KokkosBlas::gemm exits early when the input A has no entries. See https://github.com/kokkos/kokkos-kernels/blob/00189c0be23a70979aeaa162f0abd4c0e4d1c479/src/blas/KokkosBlas3_gemm.hpp#L142
But it exits before multiplying C by beta. If C is not empty, gemm should multiply C by beta before the early exit.
This use case arises when A has zero entries on some processor, and C is locally replicated on all processors. On the empty processor, C's values do not get multiplied by beta as they should.
@ndellingwood @brian-kelley Looks like Karen suggested a fix already (commented out early exit). Can you make sure this is the final fix and push it into repo here (and Trilinos) if it is not pushed.

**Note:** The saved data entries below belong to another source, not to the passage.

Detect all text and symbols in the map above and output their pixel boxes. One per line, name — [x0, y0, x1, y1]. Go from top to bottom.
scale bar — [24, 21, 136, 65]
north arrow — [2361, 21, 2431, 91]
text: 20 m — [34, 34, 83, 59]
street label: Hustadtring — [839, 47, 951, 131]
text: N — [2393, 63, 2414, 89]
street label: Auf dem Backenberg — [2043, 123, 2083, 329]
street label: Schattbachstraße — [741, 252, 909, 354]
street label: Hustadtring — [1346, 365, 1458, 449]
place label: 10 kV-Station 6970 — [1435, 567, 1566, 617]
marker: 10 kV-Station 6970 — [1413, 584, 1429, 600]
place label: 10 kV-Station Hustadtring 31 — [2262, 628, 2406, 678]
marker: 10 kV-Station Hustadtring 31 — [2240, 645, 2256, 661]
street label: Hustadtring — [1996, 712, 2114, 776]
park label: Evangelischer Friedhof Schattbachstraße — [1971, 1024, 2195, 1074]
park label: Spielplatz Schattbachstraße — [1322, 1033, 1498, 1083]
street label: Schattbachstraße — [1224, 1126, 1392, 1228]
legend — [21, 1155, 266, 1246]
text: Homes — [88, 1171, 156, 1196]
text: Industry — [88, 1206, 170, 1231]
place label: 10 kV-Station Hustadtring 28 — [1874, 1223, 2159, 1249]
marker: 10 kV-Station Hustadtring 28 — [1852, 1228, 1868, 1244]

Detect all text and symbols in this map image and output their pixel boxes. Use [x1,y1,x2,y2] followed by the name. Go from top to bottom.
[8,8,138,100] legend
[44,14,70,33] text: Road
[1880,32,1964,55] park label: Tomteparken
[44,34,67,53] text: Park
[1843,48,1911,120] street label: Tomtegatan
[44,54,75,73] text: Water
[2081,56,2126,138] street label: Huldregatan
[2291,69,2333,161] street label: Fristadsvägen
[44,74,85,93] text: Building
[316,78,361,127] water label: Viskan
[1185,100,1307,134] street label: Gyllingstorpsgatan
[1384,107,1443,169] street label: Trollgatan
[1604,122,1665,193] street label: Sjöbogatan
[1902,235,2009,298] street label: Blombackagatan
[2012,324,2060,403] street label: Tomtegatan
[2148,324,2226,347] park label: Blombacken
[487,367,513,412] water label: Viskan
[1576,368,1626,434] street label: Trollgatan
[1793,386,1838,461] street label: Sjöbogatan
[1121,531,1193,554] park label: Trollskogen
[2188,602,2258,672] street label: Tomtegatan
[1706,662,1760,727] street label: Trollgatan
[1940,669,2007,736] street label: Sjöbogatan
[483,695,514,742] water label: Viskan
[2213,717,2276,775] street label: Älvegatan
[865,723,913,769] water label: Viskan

I proposed a fix that keeps some quick returns based on input dimensions but it hopefully encompasses the corner case of empty A/B with non-empty C matrix better.
This was fixed by PR #1091 , it now needs to be ported to Trilinos.
@lucbv What is the target date for porting the fix to Trilinos? Once it is ported, we can merge my reproducer https://github.com/trilinos/Trilinos/pull/9819 . Thanks.
I was waiting a bit to see if the Kokkos/Kokkos Kernels release would happen quickly and would automatically take care of this. Let me check tomorrow and if it's not likely to happen this week I will create a Trilinos PR to fix the issue.